Without iron supplementation, iron deficiency anemia occurs in many pregnant women because their iron stores need to serve their own increased blood volume as well as be a source of hemoglobin for the growing fetus.
These groups of people may have an increased risk of iron deficiency anemia:
- Because women lose blood during menstruation, women in general are at greater risk of iron deficiency anemia.

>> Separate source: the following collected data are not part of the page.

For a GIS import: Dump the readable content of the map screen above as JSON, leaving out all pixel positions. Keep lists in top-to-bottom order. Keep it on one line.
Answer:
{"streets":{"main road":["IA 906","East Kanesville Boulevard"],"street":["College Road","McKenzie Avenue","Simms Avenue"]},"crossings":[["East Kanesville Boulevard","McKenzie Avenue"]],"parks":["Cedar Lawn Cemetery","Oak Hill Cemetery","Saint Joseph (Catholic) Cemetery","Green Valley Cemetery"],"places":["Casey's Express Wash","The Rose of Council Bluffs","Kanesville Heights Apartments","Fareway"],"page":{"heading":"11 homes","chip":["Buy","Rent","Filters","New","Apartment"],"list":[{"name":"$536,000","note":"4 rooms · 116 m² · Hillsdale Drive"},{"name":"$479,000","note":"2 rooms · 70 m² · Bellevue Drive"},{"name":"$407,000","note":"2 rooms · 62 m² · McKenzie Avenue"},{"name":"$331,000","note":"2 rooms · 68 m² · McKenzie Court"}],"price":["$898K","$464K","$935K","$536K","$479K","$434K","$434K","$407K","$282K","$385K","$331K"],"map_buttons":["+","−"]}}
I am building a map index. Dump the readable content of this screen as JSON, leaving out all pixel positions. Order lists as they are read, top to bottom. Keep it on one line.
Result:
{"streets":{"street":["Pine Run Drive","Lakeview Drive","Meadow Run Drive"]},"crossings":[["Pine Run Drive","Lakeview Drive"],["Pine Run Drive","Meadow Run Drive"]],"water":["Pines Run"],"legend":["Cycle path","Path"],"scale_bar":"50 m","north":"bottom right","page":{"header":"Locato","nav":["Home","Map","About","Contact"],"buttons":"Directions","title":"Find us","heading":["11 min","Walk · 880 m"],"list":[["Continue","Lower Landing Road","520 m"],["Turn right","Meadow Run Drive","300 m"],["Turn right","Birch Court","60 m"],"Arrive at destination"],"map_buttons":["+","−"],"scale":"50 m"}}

- Infants and children. Infants, especially those who were low birth weight or born prematurely, who don’t get enough iron from breast milk or formula may be at risk of iron deficiency. Children need extra iron during growth spurts. If your child isn’t eating a healthy, varied diet, he or she may be at risk of anemia.
- People who don’t eat meat may have a greater risk of iron deficiency anemia if they don’t eat other iron-rich foods.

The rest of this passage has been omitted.